Exercise brief
Within the records below, reproduce without change the lines from the line that has "Input: one rendered" through the line that has "Annotation task. What", and only those.

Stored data
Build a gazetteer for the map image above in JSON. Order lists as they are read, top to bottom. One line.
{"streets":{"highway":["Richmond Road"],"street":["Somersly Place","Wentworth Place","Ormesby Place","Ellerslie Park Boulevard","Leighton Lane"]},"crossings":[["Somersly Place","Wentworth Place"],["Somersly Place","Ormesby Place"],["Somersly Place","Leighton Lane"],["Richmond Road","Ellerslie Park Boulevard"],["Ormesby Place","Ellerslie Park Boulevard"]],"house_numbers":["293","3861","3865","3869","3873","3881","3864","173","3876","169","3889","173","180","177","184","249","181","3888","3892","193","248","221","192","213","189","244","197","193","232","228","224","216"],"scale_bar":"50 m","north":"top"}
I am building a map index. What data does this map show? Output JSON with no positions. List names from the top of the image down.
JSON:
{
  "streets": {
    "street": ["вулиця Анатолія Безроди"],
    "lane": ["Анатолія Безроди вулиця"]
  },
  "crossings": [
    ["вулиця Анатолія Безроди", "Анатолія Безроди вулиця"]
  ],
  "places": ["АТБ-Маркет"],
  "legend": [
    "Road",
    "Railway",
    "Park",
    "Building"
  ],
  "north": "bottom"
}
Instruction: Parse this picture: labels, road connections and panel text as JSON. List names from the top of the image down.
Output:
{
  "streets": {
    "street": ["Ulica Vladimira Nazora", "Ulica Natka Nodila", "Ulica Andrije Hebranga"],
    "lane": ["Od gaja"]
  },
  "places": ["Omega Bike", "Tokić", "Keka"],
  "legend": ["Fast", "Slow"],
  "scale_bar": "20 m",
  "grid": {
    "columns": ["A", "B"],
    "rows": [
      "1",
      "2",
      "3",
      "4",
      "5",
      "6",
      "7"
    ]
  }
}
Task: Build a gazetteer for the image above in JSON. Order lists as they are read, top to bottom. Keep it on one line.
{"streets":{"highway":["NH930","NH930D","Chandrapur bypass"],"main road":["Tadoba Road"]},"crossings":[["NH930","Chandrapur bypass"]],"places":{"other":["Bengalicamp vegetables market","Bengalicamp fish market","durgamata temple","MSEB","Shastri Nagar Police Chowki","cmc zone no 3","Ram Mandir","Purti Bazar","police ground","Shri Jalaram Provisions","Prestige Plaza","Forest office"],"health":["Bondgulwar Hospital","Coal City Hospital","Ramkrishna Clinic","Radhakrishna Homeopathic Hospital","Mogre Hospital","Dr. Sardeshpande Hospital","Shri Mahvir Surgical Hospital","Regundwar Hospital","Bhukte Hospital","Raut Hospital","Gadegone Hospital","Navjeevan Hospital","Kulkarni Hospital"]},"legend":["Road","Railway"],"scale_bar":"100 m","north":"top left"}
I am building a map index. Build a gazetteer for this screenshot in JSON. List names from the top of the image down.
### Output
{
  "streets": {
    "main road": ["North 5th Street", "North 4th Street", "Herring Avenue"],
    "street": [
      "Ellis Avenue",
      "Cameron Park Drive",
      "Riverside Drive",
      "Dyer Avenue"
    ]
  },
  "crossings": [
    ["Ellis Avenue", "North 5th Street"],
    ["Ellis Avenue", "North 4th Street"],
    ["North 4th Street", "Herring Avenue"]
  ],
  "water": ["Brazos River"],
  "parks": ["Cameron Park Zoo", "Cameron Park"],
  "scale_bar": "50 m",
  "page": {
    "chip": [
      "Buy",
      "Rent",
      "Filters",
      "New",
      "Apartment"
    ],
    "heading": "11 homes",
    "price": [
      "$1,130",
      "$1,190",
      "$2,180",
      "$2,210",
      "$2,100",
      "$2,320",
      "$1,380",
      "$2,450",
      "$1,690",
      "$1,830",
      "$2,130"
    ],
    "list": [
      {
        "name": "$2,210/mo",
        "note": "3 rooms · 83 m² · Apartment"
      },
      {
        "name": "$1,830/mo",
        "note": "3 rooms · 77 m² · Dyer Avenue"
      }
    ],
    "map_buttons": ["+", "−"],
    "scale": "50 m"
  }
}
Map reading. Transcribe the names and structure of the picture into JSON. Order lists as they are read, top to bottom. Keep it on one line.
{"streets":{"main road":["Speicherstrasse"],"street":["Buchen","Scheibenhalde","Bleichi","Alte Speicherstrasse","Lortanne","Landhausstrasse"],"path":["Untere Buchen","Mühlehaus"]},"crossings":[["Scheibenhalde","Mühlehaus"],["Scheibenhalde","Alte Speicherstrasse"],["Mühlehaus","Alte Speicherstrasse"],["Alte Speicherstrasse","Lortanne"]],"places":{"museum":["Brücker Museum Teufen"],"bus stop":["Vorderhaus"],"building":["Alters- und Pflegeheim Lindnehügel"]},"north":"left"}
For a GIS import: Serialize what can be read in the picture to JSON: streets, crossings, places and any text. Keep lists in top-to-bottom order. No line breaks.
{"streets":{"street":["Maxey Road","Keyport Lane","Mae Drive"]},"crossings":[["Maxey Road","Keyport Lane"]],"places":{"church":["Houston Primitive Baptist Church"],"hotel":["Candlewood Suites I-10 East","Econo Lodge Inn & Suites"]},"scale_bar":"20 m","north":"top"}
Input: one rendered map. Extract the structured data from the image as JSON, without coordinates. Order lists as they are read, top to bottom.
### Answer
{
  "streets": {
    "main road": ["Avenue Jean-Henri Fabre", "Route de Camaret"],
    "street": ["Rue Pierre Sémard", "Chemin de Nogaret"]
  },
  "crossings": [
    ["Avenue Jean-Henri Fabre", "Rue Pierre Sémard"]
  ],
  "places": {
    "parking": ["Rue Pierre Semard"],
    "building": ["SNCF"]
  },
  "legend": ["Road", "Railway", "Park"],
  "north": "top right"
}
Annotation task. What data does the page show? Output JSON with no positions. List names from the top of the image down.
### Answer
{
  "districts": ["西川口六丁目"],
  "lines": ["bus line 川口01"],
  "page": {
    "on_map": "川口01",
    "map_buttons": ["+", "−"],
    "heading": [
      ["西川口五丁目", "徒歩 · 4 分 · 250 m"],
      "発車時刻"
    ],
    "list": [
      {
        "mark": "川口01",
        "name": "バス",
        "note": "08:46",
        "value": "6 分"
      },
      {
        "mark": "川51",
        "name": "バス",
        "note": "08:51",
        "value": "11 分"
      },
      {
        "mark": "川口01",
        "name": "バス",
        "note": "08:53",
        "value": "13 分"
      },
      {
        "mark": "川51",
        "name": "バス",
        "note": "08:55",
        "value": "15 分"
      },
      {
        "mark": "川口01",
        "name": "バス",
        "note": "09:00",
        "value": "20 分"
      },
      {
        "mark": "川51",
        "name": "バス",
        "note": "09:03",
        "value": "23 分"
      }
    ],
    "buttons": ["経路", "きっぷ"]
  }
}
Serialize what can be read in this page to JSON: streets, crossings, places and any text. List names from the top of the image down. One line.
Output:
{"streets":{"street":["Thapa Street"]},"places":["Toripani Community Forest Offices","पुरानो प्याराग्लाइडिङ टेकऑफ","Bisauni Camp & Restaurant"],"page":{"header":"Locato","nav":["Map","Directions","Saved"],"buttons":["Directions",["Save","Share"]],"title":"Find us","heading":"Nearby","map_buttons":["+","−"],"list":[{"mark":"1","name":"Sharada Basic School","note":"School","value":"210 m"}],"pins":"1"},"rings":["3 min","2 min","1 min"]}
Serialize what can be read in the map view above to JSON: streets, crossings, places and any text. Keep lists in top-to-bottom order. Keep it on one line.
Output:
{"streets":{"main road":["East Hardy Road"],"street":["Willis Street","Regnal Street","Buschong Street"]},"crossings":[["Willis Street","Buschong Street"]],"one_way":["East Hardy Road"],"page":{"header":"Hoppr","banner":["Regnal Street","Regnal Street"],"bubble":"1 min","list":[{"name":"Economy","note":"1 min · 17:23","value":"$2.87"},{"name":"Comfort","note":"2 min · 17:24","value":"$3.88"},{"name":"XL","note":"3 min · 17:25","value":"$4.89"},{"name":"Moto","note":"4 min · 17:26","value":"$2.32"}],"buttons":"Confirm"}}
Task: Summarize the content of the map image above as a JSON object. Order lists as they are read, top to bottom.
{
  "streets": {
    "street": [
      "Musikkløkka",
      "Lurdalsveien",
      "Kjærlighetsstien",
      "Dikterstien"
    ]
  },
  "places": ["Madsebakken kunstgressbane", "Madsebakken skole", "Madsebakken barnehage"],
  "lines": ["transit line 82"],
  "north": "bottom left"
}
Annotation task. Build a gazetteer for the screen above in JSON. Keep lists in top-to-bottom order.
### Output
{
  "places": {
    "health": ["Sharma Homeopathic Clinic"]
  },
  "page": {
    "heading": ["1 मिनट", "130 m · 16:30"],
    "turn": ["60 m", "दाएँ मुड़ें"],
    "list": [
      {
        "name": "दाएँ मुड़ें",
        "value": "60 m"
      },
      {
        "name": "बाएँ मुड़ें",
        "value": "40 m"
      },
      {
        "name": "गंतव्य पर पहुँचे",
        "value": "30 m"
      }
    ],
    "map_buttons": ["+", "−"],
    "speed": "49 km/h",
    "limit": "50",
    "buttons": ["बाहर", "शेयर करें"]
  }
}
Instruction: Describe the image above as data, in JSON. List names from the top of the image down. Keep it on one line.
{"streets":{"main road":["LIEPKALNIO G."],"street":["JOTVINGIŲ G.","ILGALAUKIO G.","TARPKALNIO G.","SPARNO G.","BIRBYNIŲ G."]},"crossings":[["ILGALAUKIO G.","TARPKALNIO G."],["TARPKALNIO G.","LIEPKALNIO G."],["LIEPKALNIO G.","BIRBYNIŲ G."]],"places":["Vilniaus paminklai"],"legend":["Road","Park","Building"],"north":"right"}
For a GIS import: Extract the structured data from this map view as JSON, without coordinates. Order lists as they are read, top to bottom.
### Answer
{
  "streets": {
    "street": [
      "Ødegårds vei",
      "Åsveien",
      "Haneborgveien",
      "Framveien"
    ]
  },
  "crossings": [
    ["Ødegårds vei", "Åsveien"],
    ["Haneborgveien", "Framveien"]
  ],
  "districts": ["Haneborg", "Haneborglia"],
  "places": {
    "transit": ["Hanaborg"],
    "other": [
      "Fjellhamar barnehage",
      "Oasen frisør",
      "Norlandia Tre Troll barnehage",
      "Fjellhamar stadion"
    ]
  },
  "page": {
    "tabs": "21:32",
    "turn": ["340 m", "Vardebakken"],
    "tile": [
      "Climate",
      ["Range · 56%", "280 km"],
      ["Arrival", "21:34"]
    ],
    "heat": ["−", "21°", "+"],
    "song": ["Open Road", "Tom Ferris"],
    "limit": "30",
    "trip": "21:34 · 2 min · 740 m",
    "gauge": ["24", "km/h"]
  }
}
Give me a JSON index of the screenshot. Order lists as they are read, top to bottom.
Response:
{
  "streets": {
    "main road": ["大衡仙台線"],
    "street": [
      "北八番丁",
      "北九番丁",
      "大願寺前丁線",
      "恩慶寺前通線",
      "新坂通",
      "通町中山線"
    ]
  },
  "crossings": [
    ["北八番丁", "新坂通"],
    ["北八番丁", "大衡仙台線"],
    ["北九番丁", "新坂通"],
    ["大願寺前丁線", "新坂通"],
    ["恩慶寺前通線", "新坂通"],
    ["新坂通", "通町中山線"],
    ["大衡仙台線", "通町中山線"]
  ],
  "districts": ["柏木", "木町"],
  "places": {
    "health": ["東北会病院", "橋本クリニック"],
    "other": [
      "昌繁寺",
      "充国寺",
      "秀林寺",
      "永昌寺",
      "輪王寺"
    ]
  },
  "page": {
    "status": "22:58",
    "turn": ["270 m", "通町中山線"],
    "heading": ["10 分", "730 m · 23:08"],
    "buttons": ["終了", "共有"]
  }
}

Your solution
Input: one rendered map. Extract the structured data from the image as JSON, without coordinates. Order lists as they are read, top to bottom.
### Answer
{
  "streets": {
    "main road": ["Avenue Jean-Henri Fabre", "Route de Camaret"],
    "street": ["Rue Pierre Sémard", "Chemin de Nogaret"]
  },
  "crossings": [
    ["Avenue Jean-Henri Fabre", "Rue Pierre Sémard"]
  ],
  "places": {
    "parking": ["Rue Pierre Semard"],
    "building": ["SNCF"]
  },
  "legend": ["Road", "Railway", "Park"],
  "north": "top right"
}
Annotation task. What data does the page show? Output JSON with no positions. List names from the top of the image down.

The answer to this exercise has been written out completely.